Jeremy Eccles | 28.11.09

Author: Jeremy Eccles
News source: press release

While all else in Parliament was in chaos, the Senate quietly passed the Resale Royalty for Visual Artists Act 2009 on Thursday November 26th. Not that it comes into effect until the Queen has signed off on it (date unknown), and not that any funds will be delivered until the Arts Ministry has chosen a collecting agency by tender and about 6 months have passed.

As the royalty of 5% of the price of any artwork (bought after the Royal Assent) when it is resold by that buyer requires a second sale to have taken place, it may be many years before the new system brings great joy. But it will certainly happen sooner for Aboriginal artists working in communities than for anyone else. For their initial sale to the community art centre will be taken as the first sale under the scheme; when that painting is then resold by a gallery, that will trigger the new Royalty.

All future sales up to 70 years after an artist's death will also trigger royaties, because there will be no opting out of the scheme – as some countries permit. Artists and their heirs will have to be registered with the collecting agency – likely to be Viscopy.
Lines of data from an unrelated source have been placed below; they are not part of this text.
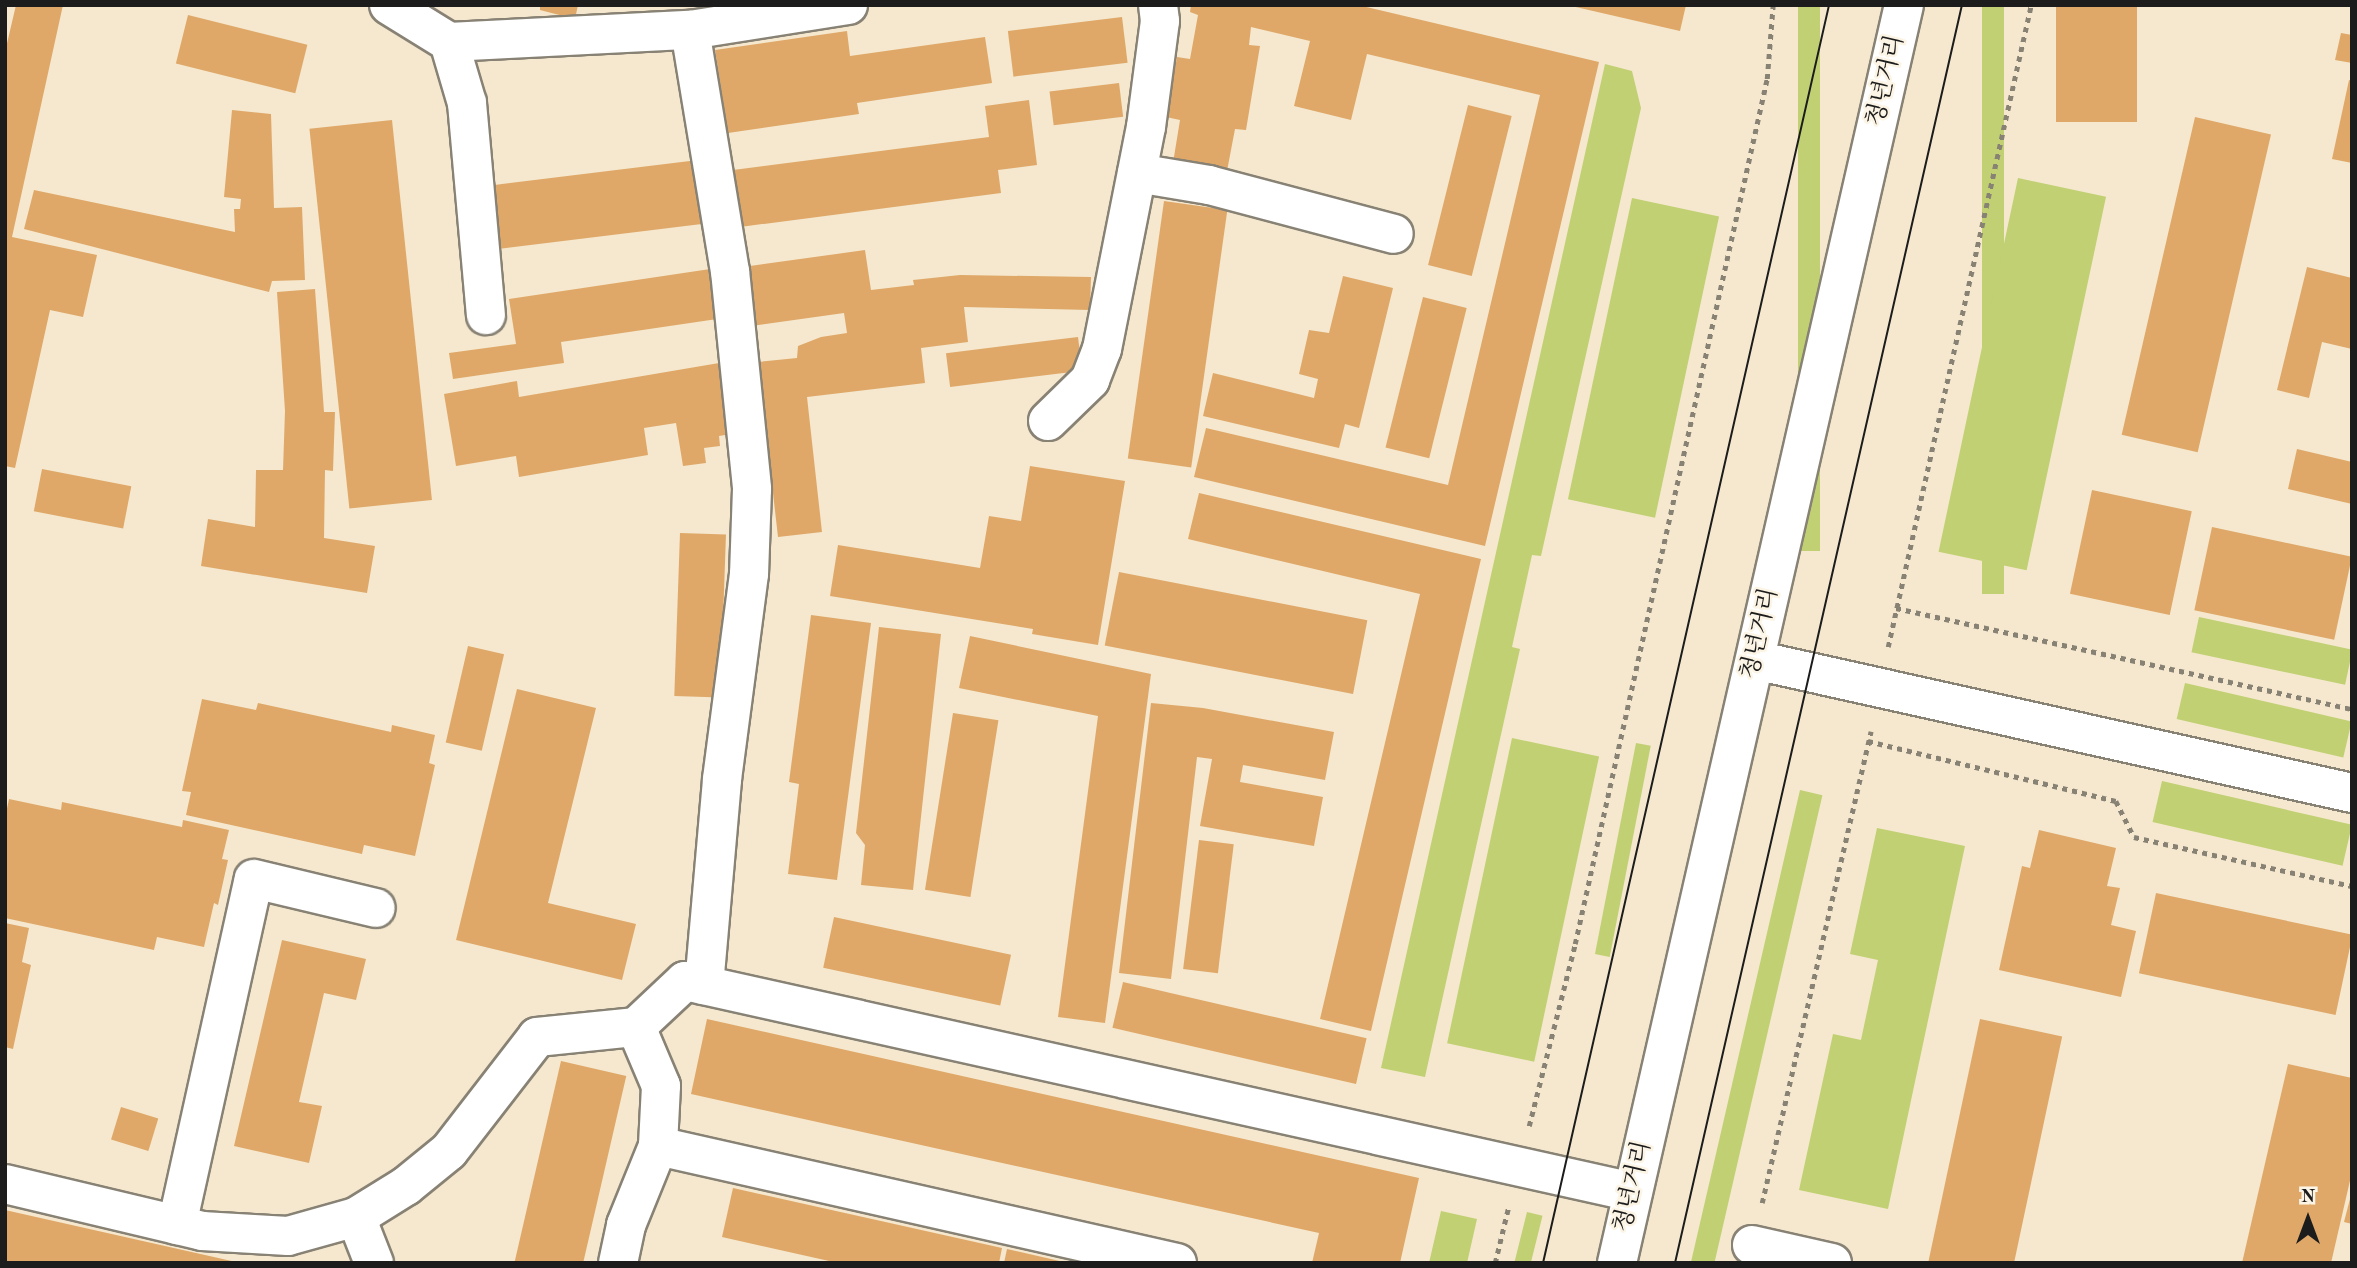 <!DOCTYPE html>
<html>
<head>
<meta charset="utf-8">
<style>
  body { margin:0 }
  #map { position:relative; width:2357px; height:1268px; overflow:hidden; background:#f5e8ce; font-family:"Old Standard TT","Noto Serif KR",serif }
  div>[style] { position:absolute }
  .green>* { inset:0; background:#c0d072; transform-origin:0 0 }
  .building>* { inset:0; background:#dfa868; transform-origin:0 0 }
  .path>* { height:4.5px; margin-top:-2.25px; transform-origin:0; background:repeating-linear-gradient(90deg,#888275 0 5px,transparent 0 10px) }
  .roads { filter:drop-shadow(2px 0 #888275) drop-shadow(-2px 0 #888275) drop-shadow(0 2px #888275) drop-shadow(0 -2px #888275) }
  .minor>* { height:38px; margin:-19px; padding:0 19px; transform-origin:19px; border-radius:19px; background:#fff }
  .major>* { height:38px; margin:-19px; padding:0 19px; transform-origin:19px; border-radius:19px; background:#fff }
  .tram>* { height:2px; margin:-1px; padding:0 1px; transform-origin:1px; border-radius:1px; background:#1c1c1c }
  span { translate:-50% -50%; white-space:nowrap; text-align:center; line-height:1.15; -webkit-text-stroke:5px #fcf5e5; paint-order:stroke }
  .street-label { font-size:24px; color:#1c1c1c }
  .frame { position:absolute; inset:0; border:7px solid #1c1c1c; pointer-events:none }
  .north { position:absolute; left:2273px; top:1184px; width:70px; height:70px; -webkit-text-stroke:5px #fcf5e5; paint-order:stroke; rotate:0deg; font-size:19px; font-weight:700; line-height:28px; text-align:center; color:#1c1c1c }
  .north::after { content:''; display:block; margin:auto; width:24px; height:32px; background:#1c1c1c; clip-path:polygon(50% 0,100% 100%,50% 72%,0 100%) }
</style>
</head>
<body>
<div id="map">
  <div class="green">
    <div style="left:1798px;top:5px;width:22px;height:546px"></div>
    <div style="left:1982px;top:5px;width:22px;height:589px"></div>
    <div style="clip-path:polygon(1605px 64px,1632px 71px,1641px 108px,1541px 556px,1532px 555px,1512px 647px,1520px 649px,1425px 1077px,1381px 1068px)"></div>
    <div style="left:2018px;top:178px;width:90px;height:382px;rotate:12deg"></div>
    <div style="left:1632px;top:198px;width:89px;height:308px;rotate:12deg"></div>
    <div style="left:2199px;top:617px;width:157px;height:36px;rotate:12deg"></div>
    <div style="left:2185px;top:683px;width:171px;height:37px;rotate:13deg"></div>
    <div style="left:1512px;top:738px;width:89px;height:312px;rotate:12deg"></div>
    <div style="left:1636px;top:743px;width:15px;height:215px;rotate:11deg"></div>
    <div style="left:2162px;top:781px;width:195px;height:42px;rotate:13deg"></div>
    <div style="left:1800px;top:790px;width:23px;height:485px;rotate:13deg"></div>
    <div style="clip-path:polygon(1877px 828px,1965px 846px,1888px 1209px,1799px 1190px,1833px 1034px,1861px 1040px,1878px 960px,1850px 954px)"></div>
    <div style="clip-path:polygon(1441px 1211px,1477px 1219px,1467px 1263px,1429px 1263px)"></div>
    <div style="left:1527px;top:1212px;width:16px;height:52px;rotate:14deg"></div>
  </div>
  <div class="building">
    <div style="clip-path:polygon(16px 5px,63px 5px,12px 237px,97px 255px,83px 317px,50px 310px,15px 468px,5px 466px,5px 52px)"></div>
    <div style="clip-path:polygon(540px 5px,578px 5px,575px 19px,540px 10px)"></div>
    <div style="clip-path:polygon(1191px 5px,1358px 5px,1599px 62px,1485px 546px,1194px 477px,1206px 428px,1448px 485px,1540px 95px,1367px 54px,1351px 120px,1294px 106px,1310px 41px,1251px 27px,1249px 45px,1260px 46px,1246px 130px,1235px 129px,1227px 171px,1173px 163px,1180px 120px,1166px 117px,1177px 57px,1190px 59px,1198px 15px,1190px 12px)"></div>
    <div style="clip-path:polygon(1567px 5px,1686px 5px,1680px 31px)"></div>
    <div style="left:2056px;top:5px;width:81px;height:117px"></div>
    <div style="left:188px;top:15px;width:123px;height:50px;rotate:14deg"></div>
    <div style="left:1122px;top:17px;width:46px;height:115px;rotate:83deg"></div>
    <div style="clip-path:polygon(847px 31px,850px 56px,985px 37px,992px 83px,857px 103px,859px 114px,728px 133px,715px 50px)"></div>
    <div style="clip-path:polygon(2341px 33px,2352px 35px,2352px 63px,2335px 60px)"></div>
    <div style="clip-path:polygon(2349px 80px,2352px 81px,2352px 163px,2332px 159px)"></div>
    <div style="left:1119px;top:83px;width:34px;height:70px;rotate:83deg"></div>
    <div style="clip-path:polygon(1029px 100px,1037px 165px,998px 170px,1001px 193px,740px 227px,733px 170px,989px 137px,985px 106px)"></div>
    <div style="left:1468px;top:105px;width:45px;height:165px;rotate:14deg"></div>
    <div style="clip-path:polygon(232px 110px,271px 114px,274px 208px,302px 207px,305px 280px,272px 281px,269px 292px,24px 229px,34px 190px,235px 232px,234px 209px,240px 209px,241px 199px,224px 197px)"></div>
    <div style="left:2195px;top:117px;width:78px;height:326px;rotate:13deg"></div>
    <div style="left:392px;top:120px;width:382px;height:83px;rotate:84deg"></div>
    <div style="left:698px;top:160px;width:64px;height:207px;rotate:83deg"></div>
    <div style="left:1164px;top:201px;width:64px;height:260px;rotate:8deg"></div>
    <div style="clip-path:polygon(865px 250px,871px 290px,914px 285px,913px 280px,960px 275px,1091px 277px,1090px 310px,964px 307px,968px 342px,921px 348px,925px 383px,807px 397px,822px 532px,778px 537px,758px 362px,797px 358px,798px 346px,821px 337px,847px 333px,844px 313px,751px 326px,743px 267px)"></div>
    <div style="clip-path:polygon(2307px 267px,2352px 278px,2352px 349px,2322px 342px,2309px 398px,2277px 390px)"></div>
    <div style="clip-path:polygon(717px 268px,724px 318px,561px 342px,564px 363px,453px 379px,449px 353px,516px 344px,509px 299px)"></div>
    <div style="clip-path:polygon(1343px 276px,1393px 288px,1359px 428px,1345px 424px,1339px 448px,1203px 416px,1213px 373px,1314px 398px,1318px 379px,1299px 374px,1309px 330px,1329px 333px)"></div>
    <div style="clip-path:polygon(315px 289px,324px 412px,335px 412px,333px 471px,325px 470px,324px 538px,375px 546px,367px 593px,201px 566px,208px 519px,255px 527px,256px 470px,283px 470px,285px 411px,277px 292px)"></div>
    <div style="left:1423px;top:297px;width:45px;height:155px;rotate:14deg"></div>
    <div style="left:1078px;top:337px;width:34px;height:133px;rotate:83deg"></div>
    <div style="clip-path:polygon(725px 362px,737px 433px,719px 436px,720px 446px,704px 448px,706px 463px,683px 466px,676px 423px,644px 428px,648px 455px,519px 477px,516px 456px,456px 466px,444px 394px,517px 381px,519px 397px)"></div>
    <div style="clip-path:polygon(2297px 449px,2352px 462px,2352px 504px,2288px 489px)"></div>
    <div style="clip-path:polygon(1030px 466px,1125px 481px,1098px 645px,1032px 634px,1033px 629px,830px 596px,838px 545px,980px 568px,989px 516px,1021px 521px)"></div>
    <div style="left:42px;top:469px;width:91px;height:43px;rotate:11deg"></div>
    <div style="left:2092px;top:490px;width:102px;height:106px;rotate:12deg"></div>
    <div style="clip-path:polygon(1199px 493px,1481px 559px,1371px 1031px,1320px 1019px,1420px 594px,1188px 539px)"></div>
    <div style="left:2212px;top:527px;width:143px;height:85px;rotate:12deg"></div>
    <div style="left:680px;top:533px;width:46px;height:163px;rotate:2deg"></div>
    <div style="left:1119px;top:572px;width:253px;height:75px;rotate:11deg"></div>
    <div style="clip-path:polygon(811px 615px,871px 623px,837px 880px,788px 874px,799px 784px,789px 782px)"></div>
    <div style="clip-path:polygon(879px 627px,941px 634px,913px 890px,861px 885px,865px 845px,856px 833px)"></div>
    <div style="clip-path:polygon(970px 636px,1151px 674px,1105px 1023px,1058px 1017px,1098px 716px,959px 688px)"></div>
    <div style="left:468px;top:646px;width:37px;height:99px;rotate:13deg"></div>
    <div style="clip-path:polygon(517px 689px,596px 708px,548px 903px,636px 924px,622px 980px,456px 940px)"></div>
    <div style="clip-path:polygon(202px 699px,256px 710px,258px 703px,391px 732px,392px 725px,435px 735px,429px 763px,435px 765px,415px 856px,364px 845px,362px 854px,186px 815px,191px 792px,182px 791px)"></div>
    <div style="clip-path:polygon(1151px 703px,1203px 708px,1334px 732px,1325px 780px,1243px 765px,1240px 782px,1323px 797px,1314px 846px,1200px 826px,1212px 759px,1197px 757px,1171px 979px,1119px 973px)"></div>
    <div style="left:953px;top:713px;width:46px;height:179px;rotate:9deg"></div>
    <div style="clip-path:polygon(9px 799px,61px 810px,62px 802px,182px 827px,183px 820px,229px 830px,222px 859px,228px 860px,218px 905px,214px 903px,204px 947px,157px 937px,154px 950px,5px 918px,5px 818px)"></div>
    <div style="clip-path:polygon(2039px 830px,2116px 848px,2107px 886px,2120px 888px,2111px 925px,2136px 931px,2121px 997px,1999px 970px,2022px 866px,2030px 868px)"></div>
    <div style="left:1199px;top:840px;width:35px;height:130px;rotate:7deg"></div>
    <div style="left:2156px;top:893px;width:201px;height:82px;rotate:12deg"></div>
    <div style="left:834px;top:917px;width:181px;height:52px;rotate:12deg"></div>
    <div style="clip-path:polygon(5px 923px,29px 928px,22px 962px,31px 965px,13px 1049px,5px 1047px)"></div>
    <div style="clip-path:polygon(282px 940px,366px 959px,356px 1000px,324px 993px,299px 1102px,322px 1106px,309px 1163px,234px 1146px)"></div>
    <div style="left:1123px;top:982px;width:250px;height:47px;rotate:13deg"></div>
    <div style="clip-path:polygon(707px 1019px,1419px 1178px,1400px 1263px,1312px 1263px,1319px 1233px,691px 1094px)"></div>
    <div style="left:1980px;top:1019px;width:84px;height:250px;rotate:12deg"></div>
    <div style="left:561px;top:1061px;width:67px;height:207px;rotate:13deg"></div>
    <div style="clip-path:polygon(2288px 1064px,2352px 1078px,2352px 1172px,2331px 1263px,2242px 1263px)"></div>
    <div style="left:121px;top:1107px;width:39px;height:34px;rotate:17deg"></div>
    <div style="clip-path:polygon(733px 1188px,1002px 1248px,999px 1263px,838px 1263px,722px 1237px)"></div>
    <div style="clip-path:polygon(2351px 1195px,2352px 1195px,2352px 1224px,2344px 1222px)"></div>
    <div style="clip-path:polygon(5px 1210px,236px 1262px,235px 1263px,5px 1263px)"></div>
    <div style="clip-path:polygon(1007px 1249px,1064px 1262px,1064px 1263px,1004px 1263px)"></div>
  </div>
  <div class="path">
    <div style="left:1896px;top:608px;width:467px;rotate:12.5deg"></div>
    <div style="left:1888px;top:647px;width:658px;rotate:-77.44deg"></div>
    <div style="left:1868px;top:741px;width:255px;rotate:13.6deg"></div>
    <div style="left:2116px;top:801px;width:40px;rotate:63.4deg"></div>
    <div style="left:2134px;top:837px;width:223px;rotate:12.7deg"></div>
    <div style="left:1529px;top:1126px;width:188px;rotate:-75.8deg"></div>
    <div style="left:1575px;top:944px;width:886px;rotate:-77.49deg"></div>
    <div style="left:1767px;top:79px;width:74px;rotate:-85.4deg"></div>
    <div style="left:1762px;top:1203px;width:484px;rotate:-77deg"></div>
    <div style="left:1495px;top:1263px;width:56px;rotate:-76.5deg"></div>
  </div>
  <div class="roads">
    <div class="minor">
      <div style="left:389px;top:5px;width:70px;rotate:31.7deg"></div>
      <div style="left:449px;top:42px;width:64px;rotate:73.6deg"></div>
      <div style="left:467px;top:103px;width:213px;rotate:84.9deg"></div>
      <div style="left:690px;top:30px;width:244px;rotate:80.6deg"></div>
      <div style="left:730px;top:271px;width:219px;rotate:84.2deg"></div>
      <div style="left:752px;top:489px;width:85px;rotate:92deg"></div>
      <div style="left:749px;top:574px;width:208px;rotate:97.5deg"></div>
      <div style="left:722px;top:780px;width:206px;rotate:95deg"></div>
      <div style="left:449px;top:42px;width:241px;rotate:-2.9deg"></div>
      <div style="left:690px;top:30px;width:160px;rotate:-9deg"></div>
      <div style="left:1137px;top:173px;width:73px;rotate:9.5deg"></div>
      <div style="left:1209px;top:185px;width:191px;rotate:14.8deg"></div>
      <div style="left:1048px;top:421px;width:59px;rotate:-44.3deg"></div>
      <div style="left:1090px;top:380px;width:33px;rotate:-69deg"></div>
      <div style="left:1102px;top:349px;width:226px;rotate:-78.8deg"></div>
      <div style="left:1146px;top:127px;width:107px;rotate:-82.5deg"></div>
      <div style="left:1160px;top:21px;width:16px;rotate:-97deg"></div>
      <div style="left:1755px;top:660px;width:612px;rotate:12.56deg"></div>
      <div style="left:636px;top:1027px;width:67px;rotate:-43.2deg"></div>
      <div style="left:685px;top:981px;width:971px;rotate:12.55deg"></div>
      <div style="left:5px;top:1184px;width:203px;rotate:13.4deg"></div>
      <div style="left:202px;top:1231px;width:86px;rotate:3.3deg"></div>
      <div style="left:288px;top:1236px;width:71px;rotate:-15.6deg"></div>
      <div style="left:356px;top:1217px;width:59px;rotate:-31.8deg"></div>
      <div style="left:406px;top:1186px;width:55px;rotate:-39.1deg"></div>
      <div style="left:449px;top:1151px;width:144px;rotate:-52.3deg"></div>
      <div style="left:537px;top:1037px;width:100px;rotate:-5.8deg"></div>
      <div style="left:636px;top:1027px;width:64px;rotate:67deg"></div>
      <div style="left:661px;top:1086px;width:60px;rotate:92.9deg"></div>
      <div style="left:356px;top:1217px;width:49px;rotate:68.6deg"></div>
      <div style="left:177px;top:1225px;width:354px;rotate:-77.5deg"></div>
      <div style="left:254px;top:879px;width:125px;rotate:13.4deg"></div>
      <div style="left:1752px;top:1245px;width:82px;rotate:12.7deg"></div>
      <div style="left:618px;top:1263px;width:39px;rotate:-78deg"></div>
      <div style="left:626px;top:1225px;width:85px;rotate:-67.9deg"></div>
      <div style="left:658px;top:1146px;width:532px;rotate:12.7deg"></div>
    </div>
    <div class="major">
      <div style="left:1617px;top:1263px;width:1290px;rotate:-77.15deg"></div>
    </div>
  </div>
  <div class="tram">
    <div style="left:1543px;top:1263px;width:1290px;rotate:-77.19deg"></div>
    <div style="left:1675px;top:1263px;width:1290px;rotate:-77.15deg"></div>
  </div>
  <div class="street-label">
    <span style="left:1887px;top:81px;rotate:-77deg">청년거리</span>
    <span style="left:1761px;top:634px;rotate:-77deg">청년거리</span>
    <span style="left:1634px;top:1187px;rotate:-77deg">청년거리</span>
  </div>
  <div class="frame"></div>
  <div class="north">N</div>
</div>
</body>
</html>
The government offers the following example of how the scheme will work:
In September 2010, after the resale royalty right legislation has come into effect, a gallery owner negotiates with an Indigenous art centre the outright purchase of a range of works. One canvas is purchased for $10,000 (though the artist may only have received 40/60% of that).
The gallery owner puts the work up for sale at an exhibition in December 2010, and the canvas is purchased by an investor for $16,000.
A royalty payment to the artist of $800 (less administration costs) is triggered as the gallery owner acquired the work following the introduction of the resale right.

Will this 5% impost put a dampener on the indigenous art market next year? Will it encourage dealers to try to negotiate directly with artists – though it's worth noting that 'exchanges' of art for cars, etc are certainly a sale under this new law? Will art collectors be dissuaded by the prospect that they will be responsible to pay 5% of any resale price to the collecting agency – whether they have made a profit or not? And who will be responsible for deciding on the identity of an artist's heir or heirs when so few Aboriginal artists are prepared to draw up a will and nominate an heir?

The new Royalty isn't limited to painting. The right will cover original works of visual art including batiks, carvings, ceramics, drawings, engravings, 'fine art' jewellery, glassware, lithographs, multimedia artworks, paintings, photographs, prints, sculptures, tapestries, video artworks and weavings.

But the resale price must be greater than $1000. And it'll become necessary to keep an eye on some strange currencies – as the Resale Right transfers to sales in many countries around the world including Burkina Faso, Estonia, France, Madagascar, The Philippines, The Russian Federation, the UK and California.